I've recently picked up a copy of Intellectual Impostures (also Fashionable Nonsense) by Alan Sokal and Jean Bricmont. I've been meaning to buy it for quite some time now. It was first mentioned to me after I argued against various absurd feminist analyses that had somehow managed to find print in academic publications, and though I don’t believe this book directly addresses that, it should provide me with a greater understanding of how gibberish occasionally manages to pervade academia.
On a related note, has anyone read anything by Slavoj Žižek and would they recommend doing so? He appears to have some fervent supporters but I simply cannot stand listening to him speak. The little that I have heard seems to be a mixture of slobbering, sniffing, and needlessly redefining words, but I wouldn't really want to write him off without engaging in his work.
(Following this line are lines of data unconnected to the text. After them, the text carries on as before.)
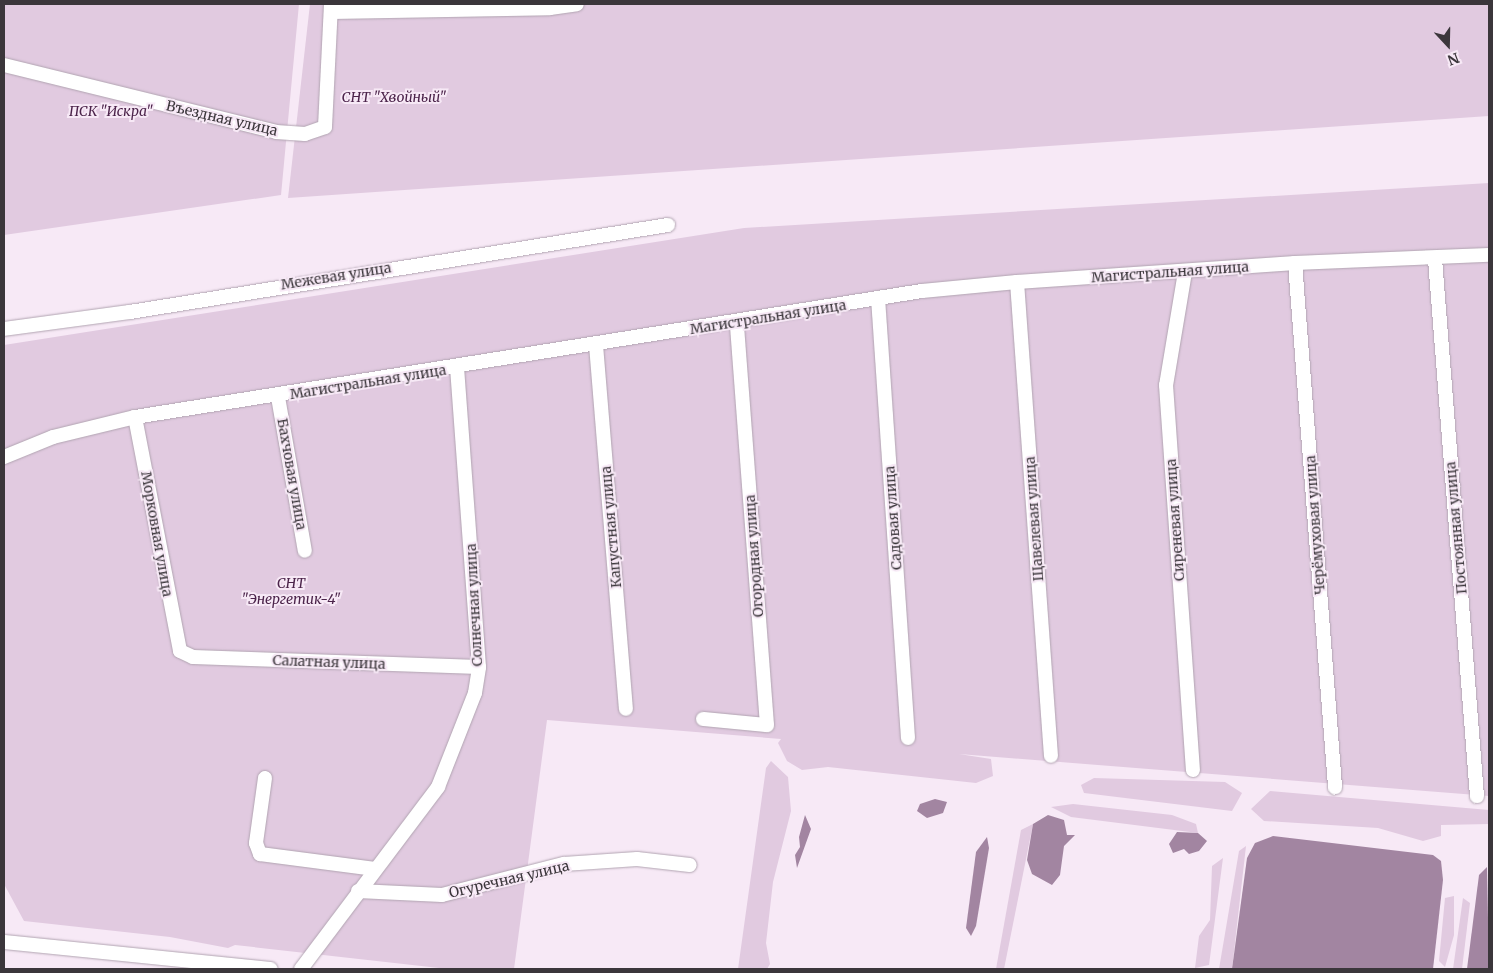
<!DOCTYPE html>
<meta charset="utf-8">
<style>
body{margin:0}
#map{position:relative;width:1493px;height:973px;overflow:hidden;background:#f7e9f6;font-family:Merriweather,serif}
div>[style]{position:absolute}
.green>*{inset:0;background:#e1cae0}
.water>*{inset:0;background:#a285a1}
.roads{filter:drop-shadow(0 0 1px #b1a4b1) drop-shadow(0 0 1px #b1a4b1)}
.street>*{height:14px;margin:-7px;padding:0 7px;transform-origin:7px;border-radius:7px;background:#fff}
span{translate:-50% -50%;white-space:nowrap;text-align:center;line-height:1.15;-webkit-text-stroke:4px #f7e9f6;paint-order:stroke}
.park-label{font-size:14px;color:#4b234a;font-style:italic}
.street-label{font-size:14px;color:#3b363b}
.frame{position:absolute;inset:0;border:5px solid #3b363b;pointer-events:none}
.north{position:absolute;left:1423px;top:20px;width:50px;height:50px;-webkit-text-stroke:4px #f7e9f6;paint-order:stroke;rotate:159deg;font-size:14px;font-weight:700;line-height:20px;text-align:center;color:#3b363b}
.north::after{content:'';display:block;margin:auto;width:18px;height:22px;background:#3b363b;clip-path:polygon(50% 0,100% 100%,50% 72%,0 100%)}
</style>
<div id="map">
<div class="green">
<div style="clip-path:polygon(4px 4px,299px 4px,281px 195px,4px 235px)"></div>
<div style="clip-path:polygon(310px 4px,1489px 4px,1489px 116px,288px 198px)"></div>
<div style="clip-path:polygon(1489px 183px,1489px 796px,959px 754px,991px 759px,993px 776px,976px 783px,828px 767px,802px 770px,787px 761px,778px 743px,781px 739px,547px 720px,514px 969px,448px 969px,235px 945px,228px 948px,170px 937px,24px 921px,4px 884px,4px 345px,744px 228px)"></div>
<div style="clip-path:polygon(771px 761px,788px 777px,791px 811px,773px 882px,766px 943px,770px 964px,767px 969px,738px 969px,766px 768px)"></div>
<div style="clip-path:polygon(1094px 778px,1225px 782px,1242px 793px,1232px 811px,1084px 793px,1081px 785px)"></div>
<div style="clip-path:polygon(1270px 791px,1489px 810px,1489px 824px,1441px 825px,1441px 836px,1423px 841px,1378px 828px,1264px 821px,1251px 809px)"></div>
<div style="clip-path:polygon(1073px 804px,1172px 815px,1196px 824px,1198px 833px,1071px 817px,1051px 807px)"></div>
<div style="clip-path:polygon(1033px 824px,1004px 969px,996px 969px,1021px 830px)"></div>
<div style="clip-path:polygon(1246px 846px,1232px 969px,1219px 969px,1239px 851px)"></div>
<div style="clip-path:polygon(1223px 858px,1209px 965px,1195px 968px,1199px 936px,1210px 920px,1212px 866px)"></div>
<div style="clip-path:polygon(1454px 896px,1454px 935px,1445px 967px,1439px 961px,1445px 898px)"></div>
<div style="clip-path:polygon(1463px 898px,1470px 903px,1462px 969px,1453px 969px)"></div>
</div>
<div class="water">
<div style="clip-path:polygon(935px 799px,947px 802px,943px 813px,927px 818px,917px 811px,920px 804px)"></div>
<div style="clip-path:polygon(805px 815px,811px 829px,797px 868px,795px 855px,800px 847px,799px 837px)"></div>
<div style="clip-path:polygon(1048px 815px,1064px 820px,1067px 835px,1075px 835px,1064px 846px,1060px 875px,1052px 885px,1032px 874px,1027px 860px,1033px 824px)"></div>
<div style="clip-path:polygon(1177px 832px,1198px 833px,1207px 841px,1199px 851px,1189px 854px,1184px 849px,1173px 853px,1169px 844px)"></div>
<div style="clip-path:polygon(1273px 836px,1433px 855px,1441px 861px,1443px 880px,1433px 969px,1232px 969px,1247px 858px,1255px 843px)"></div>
<div style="clip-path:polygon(987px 837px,989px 848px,976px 926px,971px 936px,966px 928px,976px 852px)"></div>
<div style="clip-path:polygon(1487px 867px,1489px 969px,1467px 969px,1479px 875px)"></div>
</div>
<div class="roads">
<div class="street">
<div style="left:331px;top:12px;width:219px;rotate:-1deg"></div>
<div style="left:550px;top:8px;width:27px;rotate:-8deg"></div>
<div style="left:4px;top:65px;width:280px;rotate:13.8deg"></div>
<div style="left:276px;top:132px;width:29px;rotate:4deg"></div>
<div style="left:305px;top:134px;width:21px;rotate:-19deg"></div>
<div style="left:325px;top:127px;width:123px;rotate:-87.2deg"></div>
<div style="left:1435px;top:259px;width:539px;rotate:85.53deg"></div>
<div style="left:1295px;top:263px;width:526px;rotate:85.63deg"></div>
<div style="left:1185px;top:272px;width:115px;rotate:99.5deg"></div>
<div style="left:1166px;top:385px;width:386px;rotate:86deg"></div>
<div style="left:1017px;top:282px;width:475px;rotate:85.9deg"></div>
<div style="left:878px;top:298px;width:441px;rotate:86.1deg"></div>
<div style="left:4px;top:329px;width:127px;rotate:-7.7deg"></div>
<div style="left:130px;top:312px;width:545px;rotate:-9.19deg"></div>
<div style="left:596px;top:345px;width:365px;rotate:85.3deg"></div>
<div style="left:278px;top:397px;width:156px;rotate:80.1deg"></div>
<div style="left:135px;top:417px;width:238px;rotate:79.1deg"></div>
<div style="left:180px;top:651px;width:14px;rotate:25deg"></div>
<div style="left:193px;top:657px;width:286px;rotate:2deg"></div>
<div style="left:4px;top:457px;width:53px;rotate:-22.2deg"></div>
<div style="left:53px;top:437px;width:84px;rotate:-13.7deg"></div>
<div style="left:135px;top:417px;width:797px;rotate:-9.1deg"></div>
<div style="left:922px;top:291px;width:95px;rotate:-5.4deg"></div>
<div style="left:1017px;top:282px;width:279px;rotate:-3.9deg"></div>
<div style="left:1295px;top:263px;width:194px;rotate:-2.4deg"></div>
<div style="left:703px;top:719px;width:64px;rotate:5.4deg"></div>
<div style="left:767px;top:725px;width:404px;rotate:-94.3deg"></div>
<div style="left:265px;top:778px;width:66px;rotate:97.9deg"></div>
<div style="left:256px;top:843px;width:12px;rotate:70deg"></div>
<div style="left:260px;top:854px;width:116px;rotate:7.4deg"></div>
<div style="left:358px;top:891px;width:84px;rotate:2.7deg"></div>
<div style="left:442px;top:895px;width:126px;rotate:-14.3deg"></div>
<div style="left:564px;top:864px;width:73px;rotate:-3.9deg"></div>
<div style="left:637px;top:859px;width:53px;rotate:6.5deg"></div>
<div style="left:4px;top:942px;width:268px;rotate:5.8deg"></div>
<div style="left:301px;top:969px;width:228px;rotate:-53deg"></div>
<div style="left:438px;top:787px;width:101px;rotate:-68.5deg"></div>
<div style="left:475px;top:693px;width:26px;rotate:-81deg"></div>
<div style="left:479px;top:667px;width:300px;rotate:-94.2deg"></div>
</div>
</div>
<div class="park-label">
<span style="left:394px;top:97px">СНТ "Хвойный"</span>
<span style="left:111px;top:111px">ПСК "Искра"</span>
<span style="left:291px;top:591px">СНТ<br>"Энергетик-4"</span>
</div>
<div class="street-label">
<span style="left:222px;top:118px;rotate:13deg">Въездная улица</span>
<span style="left:1170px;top:272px;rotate:-4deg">Магистральная улица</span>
<span style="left:336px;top:276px;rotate:-9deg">Межевая улица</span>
<span style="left:768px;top:317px;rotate:-9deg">Магистральная улица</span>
<span style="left:368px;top:382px;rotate:-9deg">Магистральная улица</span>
<span style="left:292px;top:474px;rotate:80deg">Бахчовая улица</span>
<span style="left:893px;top:518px;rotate:-94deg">Садовая улица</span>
<span style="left:1034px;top:519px;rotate:-94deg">Щавелевая улица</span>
<span style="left:1175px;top:520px;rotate:-94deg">Сиреневая улица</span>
<span style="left:1315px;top:525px;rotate:-94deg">Черёмуховая улица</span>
<span style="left:611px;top:527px;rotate:-95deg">Капустная улица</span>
<span style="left:1456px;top:528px;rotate:-95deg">Постоянная улица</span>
<span style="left:157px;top:534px;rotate:80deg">Морковная улица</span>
<span style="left:754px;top:556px;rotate:-94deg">Огородная улица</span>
<span style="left:474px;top:605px;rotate:-93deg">Солнечная улица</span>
<span style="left:329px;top:662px;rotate:2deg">Салатная улица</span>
<span style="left:509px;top:879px;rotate:-13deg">Огуречная улица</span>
</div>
<div class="frame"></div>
<div class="north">N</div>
</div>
Conclusion: This is an excellent book. Sokal and Bricmont quite brilliantly, and often humorously, dismantle the ambiguous texts of some of France's most famous thinkers. As I began reading, I hoped that the book wouldn't leave the reader coming away with the view that all complex or seemingly inaccessible writing should be dismissed as verbose rambling - and indeed it didn't. They explicitly state this much in their epilogue and take great care to highlight exactly what it is that they are attacking: the misuse of scientific terminology and the implementation of deliberately obscure language to mask the vacuity of the writer's analyses (an 'explicitly political' concern is listed by Sokal in discussing his original parody, too).